%%
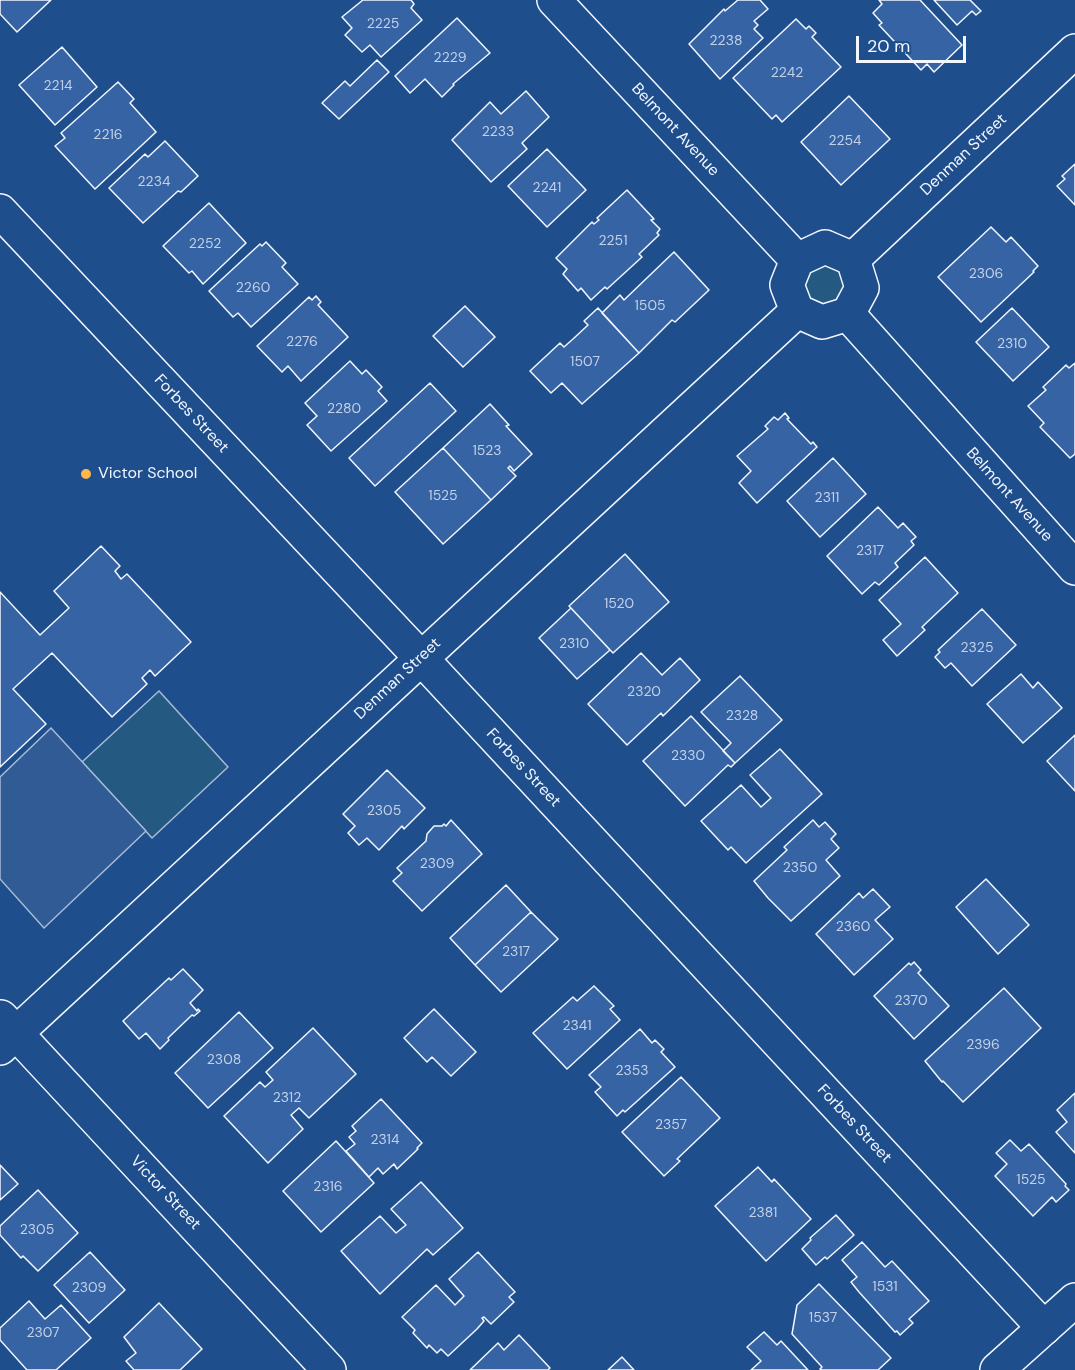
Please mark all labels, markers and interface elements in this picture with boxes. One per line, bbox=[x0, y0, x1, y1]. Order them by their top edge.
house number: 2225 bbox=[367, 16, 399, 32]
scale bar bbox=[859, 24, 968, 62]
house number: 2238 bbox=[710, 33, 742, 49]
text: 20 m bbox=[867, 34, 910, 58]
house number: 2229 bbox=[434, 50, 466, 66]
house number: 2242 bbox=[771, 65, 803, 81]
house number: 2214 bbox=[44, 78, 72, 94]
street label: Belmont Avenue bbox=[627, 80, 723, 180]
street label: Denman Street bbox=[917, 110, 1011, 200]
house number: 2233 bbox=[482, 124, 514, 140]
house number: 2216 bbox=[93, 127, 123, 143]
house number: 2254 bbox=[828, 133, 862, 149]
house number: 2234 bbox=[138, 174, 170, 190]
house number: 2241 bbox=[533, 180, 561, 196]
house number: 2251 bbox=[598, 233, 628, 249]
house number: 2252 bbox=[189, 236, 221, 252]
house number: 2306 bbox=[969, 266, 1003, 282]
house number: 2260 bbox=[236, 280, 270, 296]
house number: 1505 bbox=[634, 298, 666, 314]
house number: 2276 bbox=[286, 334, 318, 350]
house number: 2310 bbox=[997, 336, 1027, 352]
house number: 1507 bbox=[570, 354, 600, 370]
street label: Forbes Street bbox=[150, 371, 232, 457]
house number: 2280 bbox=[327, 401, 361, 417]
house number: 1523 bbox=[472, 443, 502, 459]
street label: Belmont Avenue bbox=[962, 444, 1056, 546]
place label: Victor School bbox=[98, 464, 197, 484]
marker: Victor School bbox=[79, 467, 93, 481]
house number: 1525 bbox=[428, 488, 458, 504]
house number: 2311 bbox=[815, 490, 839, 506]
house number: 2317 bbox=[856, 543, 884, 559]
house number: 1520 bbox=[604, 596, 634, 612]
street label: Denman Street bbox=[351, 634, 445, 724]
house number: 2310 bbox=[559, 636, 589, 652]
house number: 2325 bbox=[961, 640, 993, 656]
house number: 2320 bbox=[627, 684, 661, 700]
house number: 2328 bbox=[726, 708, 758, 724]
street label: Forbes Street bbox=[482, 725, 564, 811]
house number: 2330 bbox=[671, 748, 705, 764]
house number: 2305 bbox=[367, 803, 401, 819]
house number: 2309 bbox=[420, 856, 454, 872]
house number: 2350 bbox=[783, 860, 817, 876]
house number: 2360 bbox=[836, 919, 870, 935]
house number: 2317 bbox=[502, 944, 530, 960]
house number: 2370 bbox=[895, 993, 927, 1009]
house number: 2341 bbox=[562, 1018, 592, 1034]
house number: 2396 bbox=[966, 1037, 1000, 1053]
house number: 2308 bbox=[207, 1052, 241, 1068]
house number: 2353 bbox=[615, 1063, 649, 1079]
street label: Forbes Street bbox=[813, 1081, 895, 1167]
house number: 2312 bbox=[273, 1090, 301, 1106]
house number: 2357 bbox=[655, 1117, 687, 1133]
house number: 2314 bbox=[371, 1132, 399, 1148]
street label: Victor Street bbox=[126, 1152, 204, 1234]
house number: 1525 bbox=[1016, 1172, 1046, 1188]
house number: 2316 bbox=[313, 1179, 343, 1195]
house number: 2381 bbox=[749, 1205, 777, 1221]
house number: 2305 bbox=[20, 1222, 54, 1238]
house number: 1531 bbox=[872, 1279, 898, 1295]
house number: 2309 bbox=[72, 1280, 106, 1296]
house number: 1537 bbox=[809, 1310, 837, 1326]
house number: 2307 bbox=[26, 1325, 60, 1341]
%%
%%
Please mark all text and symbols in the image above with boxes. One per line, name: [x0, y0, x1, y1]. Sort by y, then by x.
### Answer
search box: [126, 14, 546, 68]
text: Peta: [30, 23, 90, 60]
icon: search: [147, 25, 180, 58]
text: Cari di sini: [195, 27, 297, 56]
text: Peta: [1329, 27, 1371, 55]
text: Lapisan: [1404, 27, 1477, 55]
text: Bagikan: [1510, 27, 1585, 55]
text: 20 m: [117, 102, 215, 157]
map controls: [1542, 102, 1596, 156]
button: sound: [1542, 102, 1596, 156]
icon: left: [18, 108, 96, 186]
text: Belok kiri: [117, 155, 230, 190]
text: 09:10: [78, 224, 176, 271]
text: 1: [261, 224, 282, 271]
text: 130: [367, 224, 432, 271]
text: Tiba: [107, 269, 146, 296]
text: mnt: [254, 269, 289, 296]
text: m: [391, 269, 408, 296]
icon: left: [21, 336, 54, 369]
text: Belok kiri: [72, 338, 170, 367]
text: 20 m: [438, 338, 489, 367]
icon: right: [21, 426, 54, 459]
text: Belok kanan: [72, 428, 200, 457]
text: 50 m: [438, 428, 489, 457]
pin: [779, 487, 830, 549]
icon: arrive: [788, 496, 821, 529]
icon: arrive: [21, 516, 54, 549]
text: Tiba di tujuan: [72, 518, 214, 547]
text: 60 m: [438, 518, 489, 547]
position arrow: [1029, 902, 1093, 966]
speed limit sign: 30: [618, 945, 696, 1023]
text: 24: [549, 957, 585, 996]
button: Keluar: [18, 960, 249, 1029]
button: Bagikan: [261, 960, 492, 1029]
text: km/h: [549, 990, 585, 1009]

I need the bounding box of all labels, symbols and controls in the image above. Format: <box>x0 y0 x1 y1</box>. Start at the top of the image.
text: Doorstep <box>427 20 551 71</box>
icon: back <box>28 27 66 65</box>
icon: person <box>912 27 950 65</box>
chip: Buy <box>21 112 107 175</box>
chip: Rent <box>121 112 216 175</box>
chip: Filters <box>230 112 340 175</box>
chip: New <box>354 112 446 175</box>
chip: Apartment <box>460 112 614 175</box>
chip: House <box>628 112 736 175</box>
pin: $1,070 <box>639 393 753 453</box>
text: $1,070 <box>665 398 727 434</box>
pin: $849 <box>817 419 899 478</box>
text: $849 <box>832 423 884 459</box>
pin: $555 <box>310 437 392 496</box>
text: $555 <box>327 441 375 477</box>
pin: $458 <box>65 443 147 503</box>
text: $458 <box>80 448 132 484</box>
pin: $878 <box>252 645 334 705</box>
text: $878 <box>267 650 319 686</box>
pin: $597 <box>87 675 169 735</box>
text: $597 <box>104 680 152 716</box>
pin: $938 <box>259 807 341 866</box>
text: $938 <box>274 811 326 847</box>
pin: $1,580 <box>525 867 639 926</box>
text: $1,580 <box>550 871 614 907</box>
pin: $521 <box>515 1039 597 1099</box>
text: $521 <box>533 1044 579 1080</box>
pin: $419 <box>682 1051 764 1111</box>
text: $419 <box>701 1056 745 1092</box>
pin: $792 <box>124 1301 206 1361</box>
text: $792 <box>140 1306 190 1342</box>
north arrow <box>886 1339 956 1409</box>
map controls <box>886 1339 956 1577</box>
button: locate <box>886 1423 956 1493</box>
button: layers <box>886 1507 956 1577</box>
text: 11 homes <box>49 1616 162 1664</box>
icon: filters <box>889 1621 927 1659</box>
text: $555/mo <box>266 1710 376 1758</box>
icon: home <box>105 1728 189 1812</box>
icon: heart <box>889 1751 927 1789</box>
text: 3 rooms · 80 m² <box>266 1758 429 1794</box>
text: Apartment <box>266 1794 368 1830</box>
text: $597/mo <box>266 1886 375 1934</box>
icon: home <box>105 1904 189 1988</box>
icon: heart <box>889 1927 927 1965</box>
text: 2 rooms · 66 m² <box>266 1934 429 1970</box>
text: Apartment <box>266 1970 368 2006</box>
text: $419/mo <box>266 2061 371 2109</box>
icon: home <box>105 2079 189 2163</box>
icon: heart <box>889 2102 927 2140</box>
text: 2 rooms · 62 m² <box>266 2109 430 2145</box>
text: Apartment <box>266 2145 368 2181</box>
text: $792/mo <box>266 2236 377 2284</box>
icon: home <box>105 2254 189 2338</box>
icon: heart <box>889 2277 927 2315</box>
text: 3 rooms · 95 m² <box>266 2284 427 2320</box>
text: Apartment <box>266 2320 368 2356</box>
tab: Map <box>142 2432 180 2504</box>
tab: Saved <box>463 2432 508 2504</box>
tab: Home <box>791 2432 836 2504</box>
%%
> **Problem description**
Pull together all lines from the data that mention the word "labels".

> **Result for this exercise**
Please mark all labels, markers and interface elements in this picture with boxes. One per line, bbox=[x0, y0, x1, y1]. Order them by their top edge.
I need the bounding box of all labels, symbols and controls in the image above. Format: <box>x0 y0 x1 y1</box>. Start at the top of the image.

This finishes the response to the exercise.